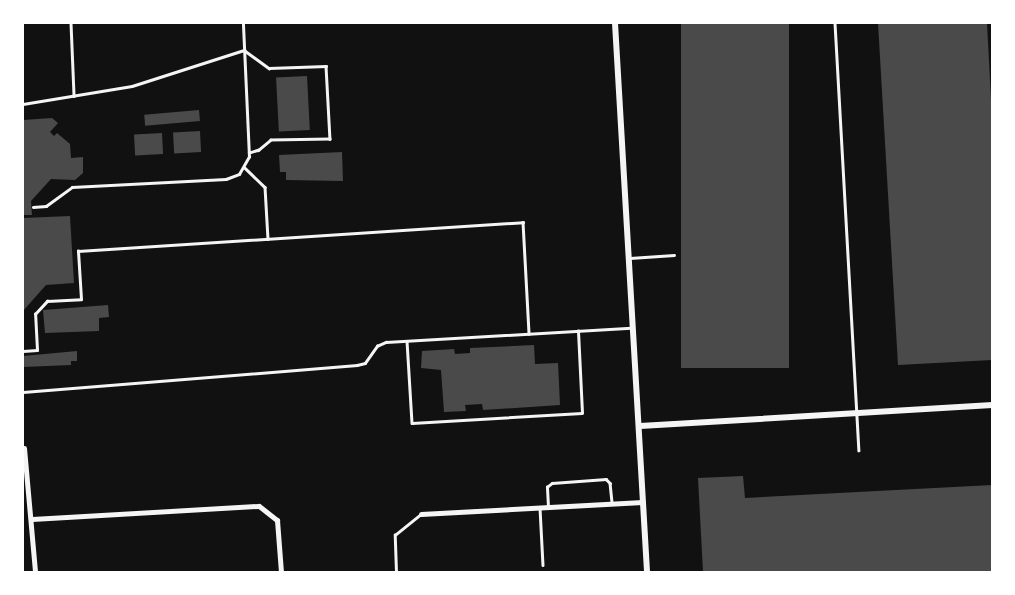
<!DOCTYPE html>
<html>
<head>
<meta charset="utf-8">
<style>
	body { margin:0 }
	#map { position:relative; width:1015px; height:595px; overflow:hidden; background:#111; font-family:"Exo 2",sans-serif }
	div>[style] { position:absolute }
	.building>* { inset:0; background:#4a4a4a; transform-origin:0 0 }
	.service>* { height:2.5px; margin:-1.25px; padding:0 1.25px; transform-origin:1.25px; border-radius:1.25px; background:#f5f5f5 }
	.minor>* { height:5px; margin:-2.5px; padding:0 2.5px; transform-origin:2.5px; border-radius:2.5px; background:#f5f5f5 }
	.tertiary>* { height:6px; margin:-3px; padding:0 3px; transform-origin:3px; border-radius:3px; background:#f5f5f5 }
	span { translate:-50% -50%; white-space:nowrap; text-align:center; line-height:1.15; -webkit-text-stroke:5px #fff; paint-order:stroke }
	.frame { position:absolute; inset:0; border:24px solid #fff; pointer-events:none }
</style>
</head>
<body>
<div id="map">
	<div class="building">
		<div style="left:681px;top:23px;width:108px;height:345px"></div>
		<div style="clip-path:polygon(878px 23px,987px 23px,992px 118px,992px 360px,898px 365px)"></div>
		<div style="left:307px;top:76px;width:54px;height:31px;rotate:87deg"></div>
		<div style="left:199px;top:110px;width:11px;height:55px;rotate:85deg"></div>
		<div style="clip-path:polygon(52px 118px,58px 123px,50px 132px,54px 136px,57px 133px,70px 144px,71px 158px,83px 157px,83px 173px,75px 180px,51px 179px,31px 201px,32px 215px,23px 215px,23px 120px)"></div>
		<div style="left:200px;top:131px;width:21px;height:27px;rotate:87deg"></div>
		<div style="left:162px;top:133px;width:21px;height:28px;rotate:87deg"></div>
		<div style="clip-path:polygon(342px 152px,343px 181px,286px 180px,286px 172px,280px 172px,279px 155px)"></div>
		<div style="clip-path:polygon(70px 216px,74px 283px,46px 285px,23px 311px,23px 218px)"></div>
		<div style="clip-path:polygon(108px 305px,109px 317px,99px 318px,99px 331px,45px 333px,43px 310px)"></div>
		<div style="clip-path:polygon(534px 345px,535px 364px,558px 363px,560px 405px,483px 410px,482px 404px,465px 405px,466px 411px,444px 412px,441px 370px,421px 368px,422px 351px,454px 349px,455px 354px,470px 353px,470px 348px)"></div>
		<div style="clip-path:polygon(77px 351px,77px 361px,71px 361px,71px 365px,23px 367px,23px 356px)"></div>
		<div style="clip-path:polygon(743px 476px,745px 498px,992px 485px,992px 572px,703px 572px,698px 478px)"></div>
	</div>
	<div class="service">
		<div style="left:71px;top:23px;width:73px;rotate:87.6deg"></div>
		<div style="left:835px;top:23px;width:428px;rotate:86.8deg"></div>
		<div style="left:23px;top:104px;width:110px;rotate:-9.4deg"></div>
		<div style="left:132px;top:86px;width:118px;rotate:-17.8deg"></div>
		<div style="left:244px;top:50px;width:31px;rotate:36deg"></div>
		<div style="left:269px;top:68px;width:57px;rotate:-2deg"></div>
		<div style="left:326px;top:66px;width:73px;rotate:86.9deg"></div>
		<div style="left:330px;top:139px;width:59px;rotate:179deg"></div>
		<div style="left:271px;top:140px;width:16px;rotate:140deg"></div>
		<div style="left:259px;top:150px;width:10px;rotate:163deg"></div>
		<div style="left:244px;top:167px;width:29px;rotate:44deg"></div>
		<div style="left:265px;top:187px;width:52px;rotate:86.7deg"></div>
		<div style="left:33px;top:207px;width:13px;rotate:-4deg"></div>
		<div style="left:46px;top:206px;width:32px;rotate:-36deg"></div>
		<div style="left:72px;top:187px;width:154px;rotate:-3deg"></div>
		<div style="left:226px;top:179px;width:14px;rotate:-21deg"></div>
		<div style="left:239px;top:174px;width:20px;rotate:-60deg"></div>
		<div style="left:249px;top:157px;width:134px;rotate:-92.6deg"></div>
		<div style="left:630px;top:258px;width:44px;rotate:-3.9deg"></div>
		<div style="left:407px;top:341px;width:82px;rotate:86.5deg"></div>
		<div style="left:412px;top:423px;width:170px;rotate:-3.4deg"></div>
		<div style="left:582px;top:413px;width:82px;rotate:-92.8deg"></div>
		<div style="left:23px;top:351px;width:14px;rotate:-4deg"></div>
		<div style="left:37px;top:350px;width:36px;rotate:-93deg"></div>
		<div style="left:35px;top:314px;width:18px;rotate:-47deg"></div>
		<div style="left:47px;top:301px;width:34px;rotate:-3deg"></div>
		<div style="left:81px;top:299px;width:48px;rotate:-93.6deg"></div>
		<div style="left:78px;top:251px;width:446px;rotate:-3.7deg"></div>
		<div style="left:523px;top:222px;width:112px;rotate:86.9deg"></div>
		<div style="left:23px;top:392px;width:335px;rotate:-4.6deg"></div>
		<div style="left:357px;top:365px;width:8px;rotate:-14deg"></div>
		<div style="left:365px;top:363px;width:21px;rotate:-55deg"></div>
		<div style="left:377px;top:346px;width:10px;rotate:-24deg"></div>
		<div style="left:386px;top:342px;width:245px;rotate:-3.3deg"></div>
		<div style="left:548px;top:507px;width:20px;rotate:-93deg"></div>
		<div style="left:547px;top:487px;width:6px;rotate:-39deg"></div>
		<div style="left:552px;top:483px;width:54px;rotate:-4.2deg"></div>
		<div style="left:606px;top:479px;width:6px;rotate:45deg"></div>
		<div style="left:610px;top:483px;width:18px;rotate:84deg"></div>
		<div style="left:540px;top:508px;width:57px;rotate:87deg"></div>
		<div style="left:396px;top:572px;width:37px;rotate:-92deg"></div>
		<div style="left:395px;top:535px;width:33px;rotate:-39deg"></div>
	</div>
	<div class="minor">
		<div style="left:24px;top:448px;width:124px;rotate:84.9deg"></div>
		<div style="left:421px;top:514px;width:222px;rotate:-3.1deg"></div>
		<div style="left:32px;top:519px;width:227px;rotate:-3.3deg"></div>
		<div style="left:259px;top:506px;width:23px;rotate:38deg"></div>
		<div style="left:277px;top:520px;width:52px;rotate:85.6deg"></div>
	</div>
	<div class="tertiary">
		<div style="left:615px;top:23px;width:550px;rotate:86.66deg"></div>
		<div style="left:640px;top:426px;width:353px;rotate:-3.4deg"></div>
	</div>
	<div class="frame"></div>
</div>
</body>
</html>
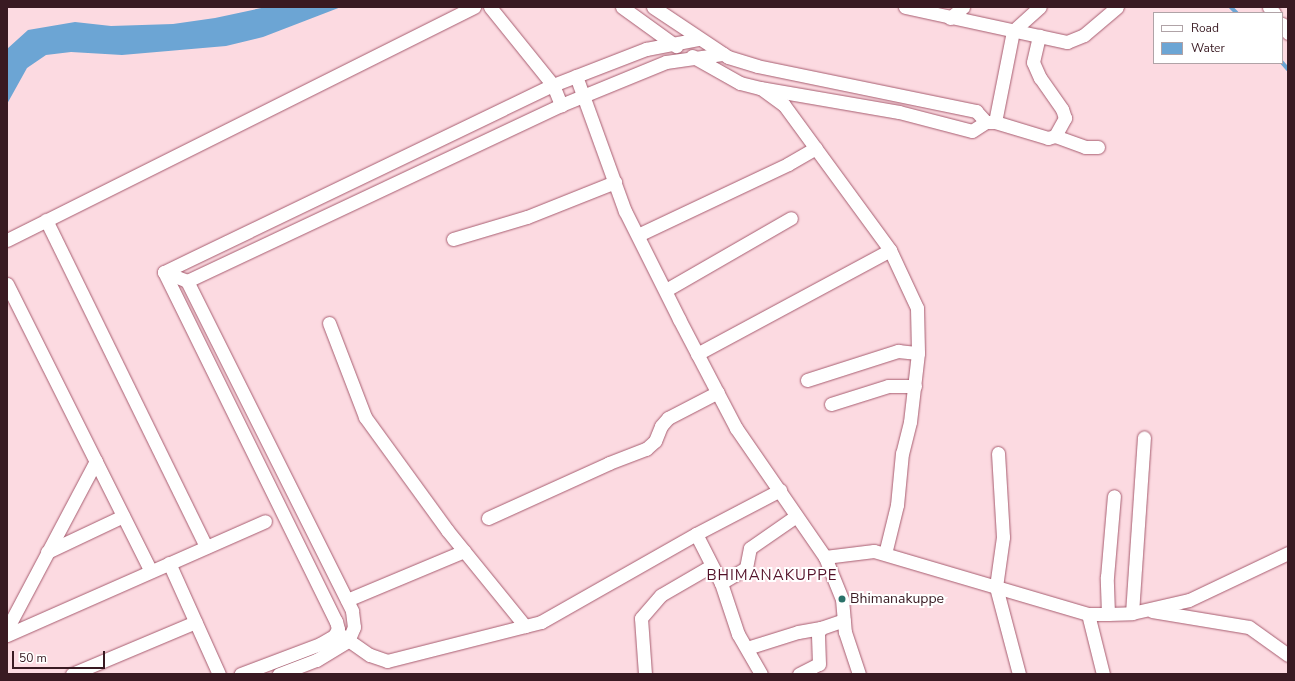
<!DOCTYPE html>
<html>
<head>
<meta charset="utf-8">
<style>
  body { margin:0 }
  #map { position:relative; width:1295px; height:681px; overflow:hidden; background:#fcdae1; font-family:"Nunito Sans",sans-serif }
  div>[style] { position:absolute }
  .water>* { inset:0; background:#6ca5d4 }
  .stream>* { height:3.5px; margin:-1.75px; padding:0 1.75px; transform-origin:1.75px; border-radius:1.75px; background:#6ca5d4 }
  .roads { filter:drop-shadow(0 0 1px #a75d70) drop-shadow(0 0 1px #a75d70) }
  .minor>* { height:13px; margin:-6.5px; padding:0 6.5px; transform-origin:6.5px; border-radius:6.5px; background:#fff }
  .dots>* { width:11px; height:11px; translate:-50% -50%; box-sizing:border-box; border:2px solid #fff; border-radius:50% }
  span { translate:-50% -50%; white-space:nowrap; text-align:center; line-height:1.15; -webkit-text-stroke:4px #fff; paint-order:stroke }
  .poi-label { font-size:14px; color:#391a22 }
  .left { translate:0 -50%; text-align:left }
  .neighbourhood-label { font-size:15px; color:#531128; letter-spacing:1px }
  .frame { position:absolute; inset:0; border:8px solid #391a22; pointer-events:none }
  .legend { position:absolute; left:1153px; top:12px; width:130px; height:52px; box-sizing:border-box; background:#fff; border:1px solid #b0a3a7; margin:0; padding:5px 7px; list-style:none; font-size:12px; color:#391a22 }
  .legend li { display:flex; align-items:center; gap:8px; height:20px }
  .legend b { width:20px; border:1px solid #b0a3a7 }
  .scale { position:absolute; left:12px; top:651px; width:93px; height:18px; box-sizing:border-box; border:2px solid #391a22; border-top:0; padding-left:5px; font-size:12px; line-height:14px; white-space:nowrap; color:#391a22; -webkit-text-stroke:3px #fff; paint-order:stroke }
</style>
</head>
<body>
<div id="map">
  <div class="water">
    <div style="clip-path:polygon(266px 7px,341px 7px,263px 37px,226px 46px,122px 55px,71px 52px,46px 55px,27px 68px,7px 104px,7px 49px,28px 30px,75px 22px,111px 26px,173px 24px,215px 18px)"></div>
  </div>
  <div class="stream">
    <div style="left:1231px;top:7px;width:8px;rotate:45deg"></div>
    <div style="left:1282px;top:62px;width:9px;rotate:49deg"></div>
  </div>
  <div class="roads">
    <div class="minor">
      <div style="left:490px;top:7px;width:100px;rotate:51.1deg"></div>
      <div style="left:553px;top:85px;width:22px;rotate:68deg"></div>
      <div style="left:622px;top:7px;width:67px;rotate:35.8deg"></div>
      <div style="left:653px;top:7px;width:90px;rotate:33.7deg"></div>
      <div style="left:728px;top:57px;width:30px;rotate:17deg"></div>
      <div style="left:757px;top:66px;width:224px;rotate:11.6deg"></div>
      <div style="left:976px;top:111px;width:15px;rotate:48deg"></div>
      <div style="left:905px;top:7px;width:166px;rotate:12.2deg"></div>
      <div style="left:1067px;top:42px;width:18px;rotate:-22deg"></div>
      <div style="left:1084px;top:35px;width:43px;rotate:-40.3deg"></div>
      <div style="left:1269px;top:7px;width:8px;rotate:50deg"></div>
      <div style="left:950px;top:18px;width:17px;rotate:-40deg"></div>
      <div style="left:1282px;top:24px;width:11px;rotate:56deg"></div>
      <div style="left:692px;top:56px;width:55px;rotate:29.4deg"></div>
      <div style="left:740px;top:83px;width:21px;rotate:14deg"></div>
      <div style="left:760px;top:88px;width:141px;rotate:9.8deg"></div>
      <div style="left:899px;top:112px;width:75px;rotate:14.6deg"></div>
      <div style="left:972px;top:131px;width:17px;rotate:-33deg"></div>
      <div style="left:986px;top:122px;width:9px"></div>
      <div style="left:995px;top:122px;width:55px;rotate:16.8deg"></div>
      <div style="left:1048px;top:138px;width:7px;rotate:-16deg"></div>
      <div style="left:1055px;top:136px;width:21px;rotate:-61deg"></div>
      <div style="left:1065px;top:118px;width:9px;rotate:-108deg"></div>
      <div style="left:1062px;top:109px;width:38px;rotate:-125deg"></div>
      <div style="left:1040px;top:78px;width:17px;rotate:-114deg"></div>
      <div style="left:1033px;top:62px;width:27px;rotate:-77deg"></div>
      <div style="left:576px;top:76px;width:144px;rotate:70.1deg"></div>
      <div style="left:625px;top:211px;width:121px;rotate:63.4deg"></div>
      <div style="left:679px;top:319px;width:123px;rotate:62.4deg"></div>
      <div style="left:736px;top:428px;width:157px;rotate:55.4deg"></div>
      <div style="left:825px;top:557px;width:45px;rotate:68deg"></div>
      <div style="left:842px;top:599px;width:33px;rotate:85deg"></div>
      <div style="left:845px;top:632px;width:44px;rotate:71.6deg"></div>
      <div style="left:762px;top:89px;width:27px;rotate:36deg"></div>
      <div style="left:784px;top:105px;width:180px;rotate:53.8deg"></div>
      <div style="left:890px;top:250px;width:64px;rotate:65deg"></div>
      <div style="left:917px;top:308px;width:45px;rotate:88.7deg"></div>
      <div style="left:918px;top:353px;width:69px;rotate:96.6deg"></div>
      <div style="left:910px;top:422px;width:32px;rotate:104deg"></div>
      <div style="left:902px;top:453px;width:52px;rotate:95.5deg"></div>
      <div style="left:897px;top:505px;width:50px;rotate:103.8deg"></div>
      <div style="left:995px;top:122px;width:93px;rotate:-78.8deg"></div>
      <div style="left:1013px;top:31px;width:36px;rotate:-42deg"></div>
      <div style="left:1055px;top:136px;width:32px;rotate:20deg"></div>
      <div style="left:1085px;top:147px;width:13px"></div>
      <div style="left:46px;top:220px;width:364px;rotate:63.9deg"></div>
      <div style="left:638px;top:235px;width:166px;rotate:-25.3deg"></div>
      <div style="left:788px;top:164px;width:32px;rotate:-30deg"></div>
      <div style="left:453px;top:239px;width:77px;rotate:-16.6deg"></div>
      <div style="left:527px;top:217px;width:95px;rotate:-21.7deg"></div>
      <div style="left:7px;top:240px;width:522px;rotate:-26.52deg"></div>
      <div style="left:164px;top:272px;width:432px;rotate:-25.7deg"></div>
      <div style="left:553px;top:85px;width:100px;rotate:-21.2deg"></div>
      <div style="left:646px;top:49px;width:54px;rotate:-10.7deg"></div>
      <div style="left:164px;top:272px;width:389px;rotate:63.8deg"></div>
      <div style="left:336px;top:621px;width:8px;rotate:76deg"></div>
      <div style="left:338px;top:629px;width:8px;rotate:120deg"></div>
      <div style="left:334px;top:636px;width:16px;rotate:150deg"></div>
      <div style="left:320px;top:644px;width:85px;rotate:159.2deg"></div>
      <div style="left:164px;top:272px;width:25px;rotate:21deg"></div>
      <div style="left:187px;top:281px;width:369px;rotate:63.4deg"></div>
      <div style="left:352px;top:611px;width:16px;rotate:83deg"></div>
      <div style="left:354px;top:627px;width:15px;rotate:113deg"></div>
      <div style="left:348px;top:641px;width:37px;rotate:149deg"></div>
      <div style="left:316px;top:660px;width:40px;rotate:159deg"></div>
      <div style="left:187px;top:281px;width:413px;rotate:-25.2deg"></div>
      <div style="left:561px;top:105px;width:113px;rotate:-22.3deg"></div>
      <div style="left:666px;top:62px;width:58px;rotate:-8deg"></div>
      <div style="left:7px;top:284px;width:321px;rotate:63.4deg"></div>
      <div style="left:666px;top:290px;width:144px;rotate:-29.9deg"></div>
      <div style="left:329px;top:323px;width:101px;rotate:69deg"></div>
      <div style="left:365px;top:417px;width:140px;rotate:54deg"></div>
      <div style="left:447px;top:530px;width:124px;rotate:50.9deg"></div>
      <div style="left:697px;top:354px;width:219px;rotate:-28.3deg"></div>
      <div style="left:807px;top:380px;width:96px;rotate:-17.7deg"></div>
      <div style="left:898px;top:351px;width:20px;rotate:6deg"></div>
      <div style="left:831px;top:404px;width:60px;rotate:-17.5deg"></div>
      <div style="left:888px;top:386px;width:27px"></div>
      <div style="left:998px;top:453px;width:84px;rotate:86.6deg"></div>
      <div style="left:1003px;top:537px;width:50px;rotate:98deg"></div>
      <div style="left:996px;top:587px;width:90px;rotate:75.2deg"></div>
      <div style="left:488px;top:518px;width:133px;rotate:-24.4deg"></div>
      <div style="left:609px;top:463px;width:40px;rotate:-21deg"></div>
      <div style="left:646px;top:449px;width:12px;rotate:-42deg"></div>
      <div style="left:655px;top:441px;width:16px;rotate:-68deg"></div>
      <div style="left:661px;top:426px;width:11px;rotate:-49deg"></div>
      <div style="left:668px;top:418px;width:56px;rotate:-27.5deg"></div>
      <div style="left:696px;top:534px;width:55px;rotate:63deg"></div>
      <div style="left:721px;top:583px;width:54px;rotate:71.6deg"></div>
      <div style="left:738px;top:634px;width:46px;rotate:60.1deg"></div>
      <div style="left:47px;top:552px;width:84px;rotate:-25.3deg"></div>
      <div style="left:825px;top:557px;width:49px;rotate:-7deg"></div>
      <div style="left:874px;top:551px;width:223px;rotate:16.4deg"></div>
      <div style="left:1088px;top:614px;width:20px"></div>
      <div style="left:1108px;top:614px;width:24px;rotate:-2deg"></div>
      <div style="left:1132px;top:613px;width:58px;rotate:-12.8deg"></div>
      <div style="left:1189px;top:600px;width:110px;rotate:-25.4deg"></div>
      <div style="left:169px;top:563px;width:122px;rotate:65.8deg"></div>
      <div style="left:721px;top:583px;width:29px;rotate:-31deg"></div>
      <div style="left:746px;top:568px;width:20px;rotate:-79deg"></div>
      <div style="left:750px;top:548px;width:56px;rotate:-34.8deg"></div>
      <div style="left:347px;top:600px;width:127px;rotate:-22.7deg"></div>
      <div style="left:1152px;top:611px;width:98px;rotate:9.4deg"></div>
      <div style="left:1249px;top:627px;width:48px;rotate:35.7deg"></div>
      <div style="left:1132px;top:613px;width:176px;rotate:-86.1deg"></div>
      <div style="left:1088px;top:614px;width:62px;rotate:76deg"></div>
      <div style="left:1108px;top:614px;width:37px;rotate:-92deg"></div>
      <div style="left:1107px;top:577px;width:81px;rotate:-85.1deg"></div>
      <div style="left:7px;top:629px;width:190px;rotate:-62.1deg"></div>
      <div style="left:7px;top:635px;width:282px;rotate:-23.8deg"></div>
      <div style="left:341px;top:635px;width:35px;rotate:35deg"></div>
      <div style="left:370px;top:655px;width:18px;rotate:19deg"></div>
      <div style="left:387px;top:661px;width:159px;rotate:-14.2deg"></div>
      <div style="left:541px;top:622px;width:178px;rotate:-29.6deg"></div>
      <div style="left:696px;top:534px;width:95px;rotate:-27.6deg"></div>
      <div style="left:747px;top:648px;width:53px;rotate:-17.4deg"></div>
      <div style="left:798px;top:632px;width:23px;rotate:-10deg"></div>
      <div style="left:72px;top:674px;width:134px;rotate:-22.8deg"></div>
      <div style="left:645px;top:674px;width:56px;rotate:-94.1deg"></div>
      <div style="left:641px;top:618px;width:30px;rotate:-49deg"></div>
      <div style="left:661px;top:595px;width:58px;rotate:-30.1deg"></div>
      <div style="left:799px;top:674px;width:22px;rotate:-27deg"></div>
      <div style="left:819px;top:664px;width:31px;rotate:-92deg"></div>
      <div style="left:818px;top:633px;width:6px;rotate:-59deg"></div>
      <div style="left:821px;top:628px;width:24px;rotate:-19deg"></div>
    </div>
  </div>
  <div class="dots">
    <div style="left:842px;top:599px;background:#2a7169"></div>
  </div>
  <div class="poi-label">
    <span class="left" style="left:850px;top:599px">Bhimanakuppe</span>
  </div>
  <div class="neighbourhood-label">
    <span style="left:772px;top:576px">BHIMANAKUPPE</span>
  </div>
  <div class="frame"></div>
  <ul class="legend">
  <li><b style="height:5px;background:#fff"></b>Road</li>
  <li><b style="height:11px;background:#6ca5d4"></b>Water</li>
  </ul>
  <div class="scale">50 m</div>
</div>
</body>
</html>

### WORK REQUIRED
Output each line of the listing above that has "family".

### TASK ANSWER
	#map { position:relative; width:1015px; height:595px; overflow:hidden; background:#111; font-family:"Exo 2",sans-serif }
  #map { position:relative; width:1295px; height:681px; overflow:hidden; background:#fcdae1; font-family:"Nunito Sans",sans-serif }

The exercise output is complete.